12- Effective improvements in glycaemic control and weight loss as well as low risk of hypoglycaemia due to the use of Sodium-glucose co-transporter-2 (SGLT2) inhibitors: These drugs could be a safe treatment option for patients with T2DM during Ramadhan. However, certain safety concerns have been raised, such as an increase in dehydration or postural hypotension and also the risk of ketoacidosis.

13- Taking SGLT2 inhibitors with iftar according to most physicians and taking on extra fluids during the evening after a fast: Due to the low risk of hypoglycaemia with SGLT2 inhibitors, no dose adjustment is required.

14- Effectiveness of vildagliptin in improving glycaemic control.

15- Both vildagliptin and sitagliptin are associated with low rates of hypoglycaemia during fasting: These drugs do not require any treatment modifications during Ramadhan.

16- Liraglutide as an add-on treatment to pre-existing anti-diabetic regimens which can be effective in reducing weight and HbA1c levels during Ramadan.

17- An increased risk of hypoglycaemia due to insulin use during prolonged fasting, particularly for patients with T1DM and T2DM: The use of insulin analogues (basal, prandial and premix) is recommended over regular human insulin because of several advantages, including lower rates of hypoglycaemia. If a patient is taking NPH or premixed insulin at Suhoor, it is important to check blood glucose at noon before up titration of the pre-Suhoor dose.
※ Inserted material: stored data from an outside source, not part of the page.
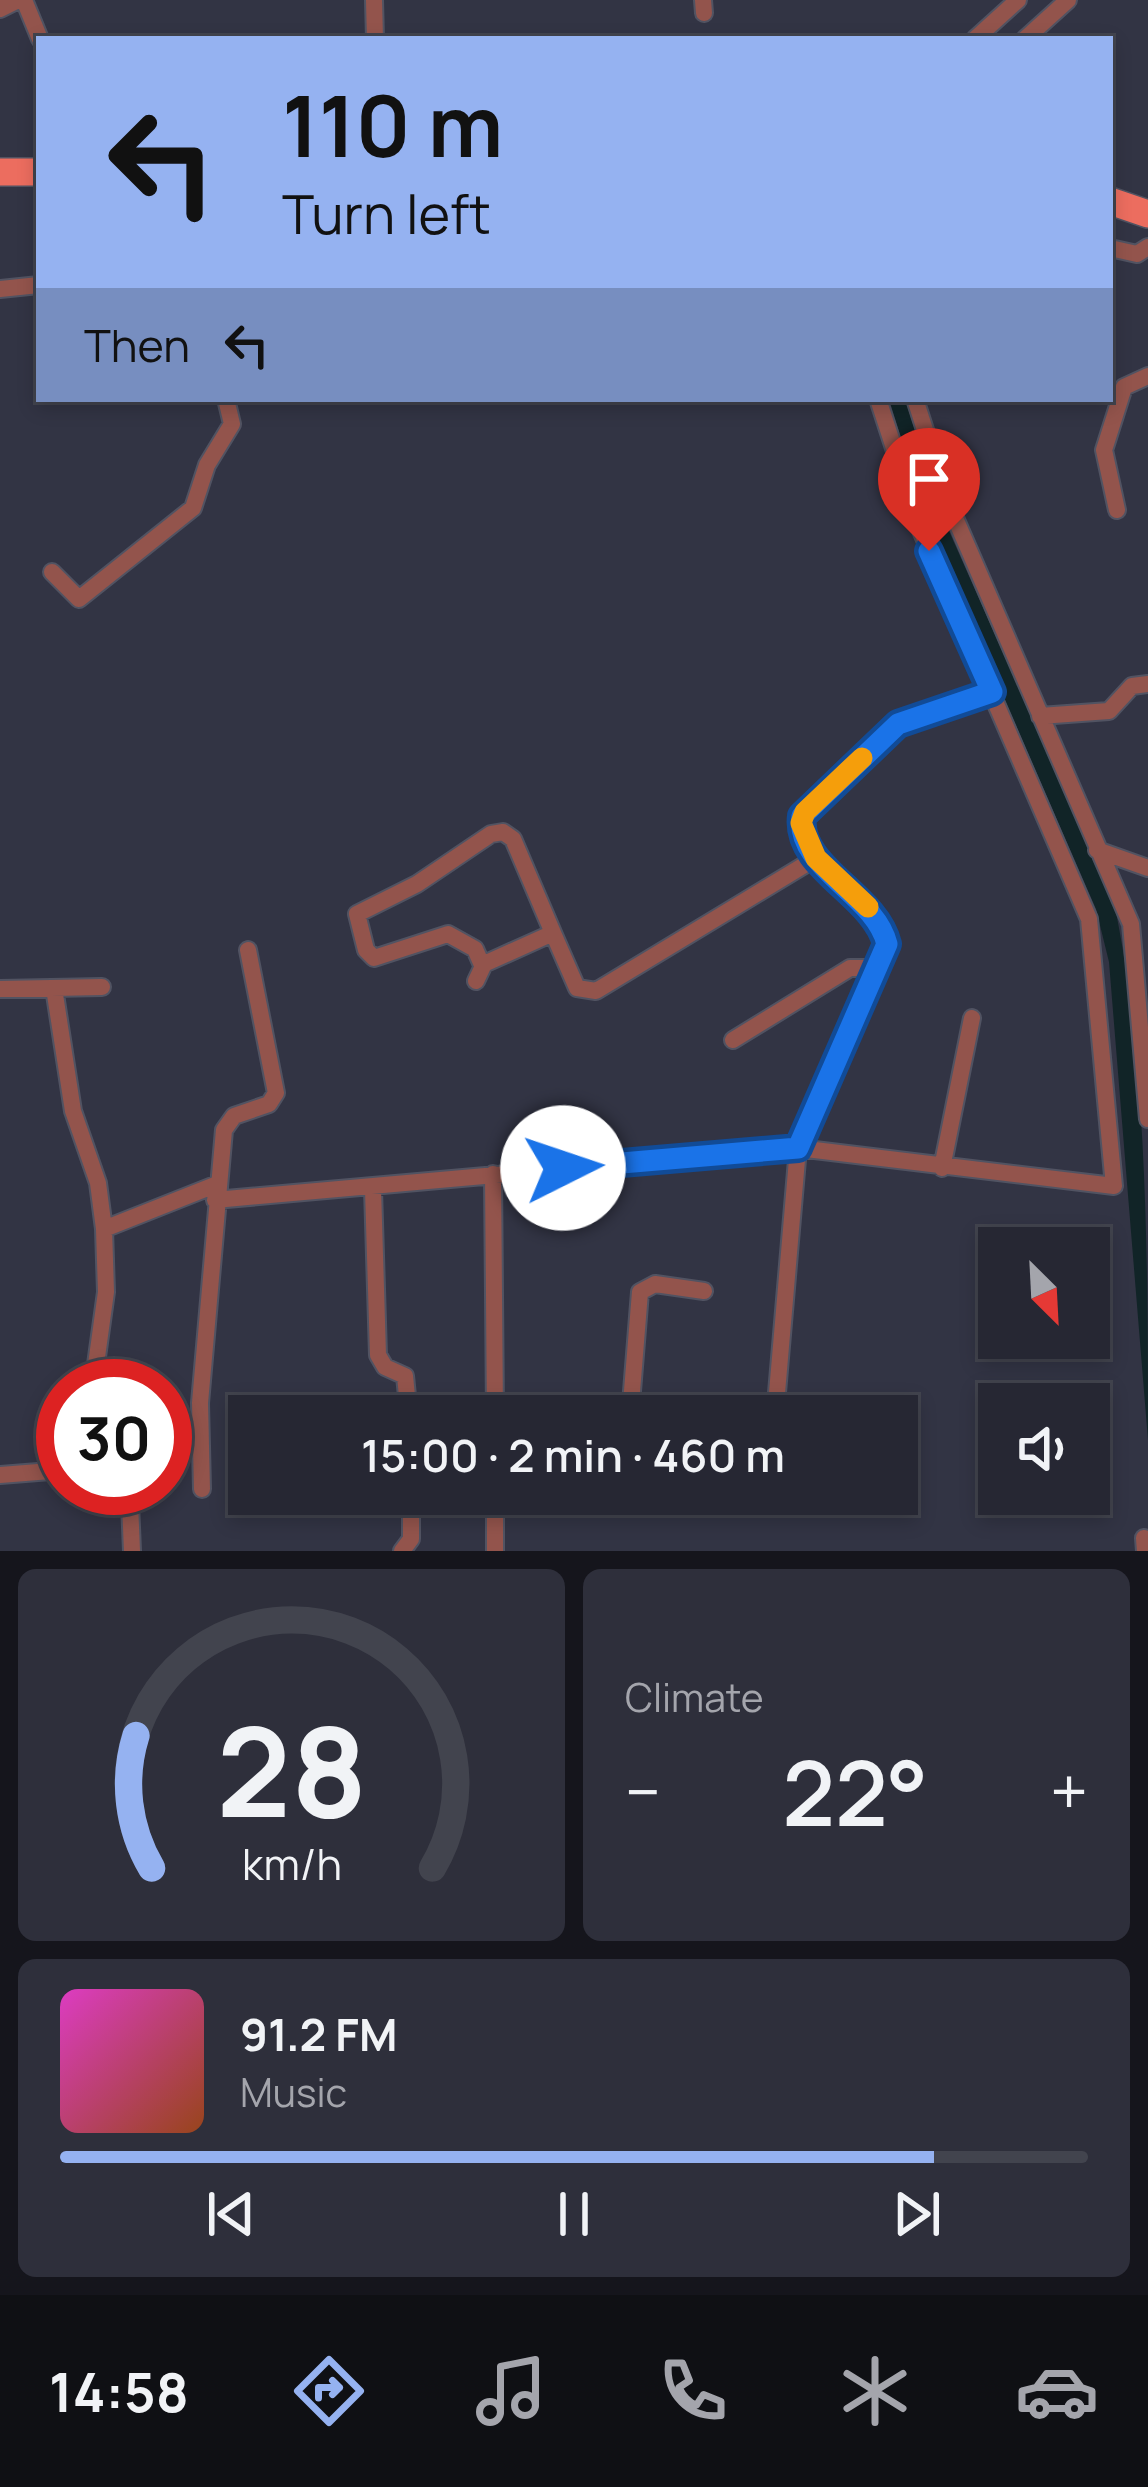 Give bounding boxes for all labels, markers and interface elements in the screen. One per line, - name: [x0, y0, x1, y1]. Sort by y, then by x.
- text: 110 m: [282, 67, 503, 182]
- icon: left: [84, 84, 240, 240]
- text: Turn left: [282, 176, 491, 250]
- icon: left: [214, 312, 280, 378]
- text: Then: [84, 314, 190, 376]
- pin: [878, 428, 980, 551]
- icon: arrive: [896, 446, 962, 512]
- position arrow: [500, 1105, 626, 1231]
- north arrow: [978, 1227, 1110, 1359]
- map controls: [978, 1227, 1110, 1515]
- speed limit sign: 30: [36, 1359, 192, 1515]
- button: sound: [978, 1383, 1110, 1515]
- text: 15:00 · 2 min · 460 m: [361, 1424, 785, 1486]
- text: Climate: [625, 1670, 764, 1724]
- text: 28: [216, 1684, 367, 1854]
- text: 22°: [782, 1730, 928, 1853]
- text: −: [625, 1746, 661, 1836]
- text: +: [1050, 1746, 1088, 1836]
- text: km/h: [242, 1834, 341, 1893]
- text: 91.2 FM: [240, 2003, 397, 2065]
- text: Music: [240, 2065, 347, 2119]
- icon: previous: [198, 2181, 264, 2247]
- icon: pause: [541, 2181, 607, 2247]
- icon: next: [884, 2181, 950, 2247]
- icon: directions: [287, 2349, 371, 2433]
- icon: music: [469, 2349, 553, 2433]
- icon: phone: [651, 2349, 735, 2433]
- icon: climate: [833, 2349, 917, 2433]
- icon: car: [1015, 2349, 1099, 2433]
- text: 14:58: [49, 2354, 189, 2428]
If noon blood glucose is <110 mg/dL and pre-iftar blood glucose is not at target, long acting insulin analogues are preferred.

Those who cannot fast:

1- Patients with T1DM who have history of:

  • Recurrent hypoglycaemia;
  • Hypoglycaemia unawareness;
  • Poor diabetes control;
  • Brittle diabetes;
  • Non-compliance with medical treatment;
  • Patients who are ‘unwilling’ or ‘unable’ to monitor and manage their blood glucose levels.

2- Fasting should be avoided in adolescents with T1DM due to the observation of unknown.

3- All pregnant women have the option not to fast if they are worried about either their health or that of their foetus. Pregnant women with hyperglycaemia (gestational diabetes mellitus [GDM] or pre-existing diabetes) are classified as very high risk and are advised against fasting during pregnancy.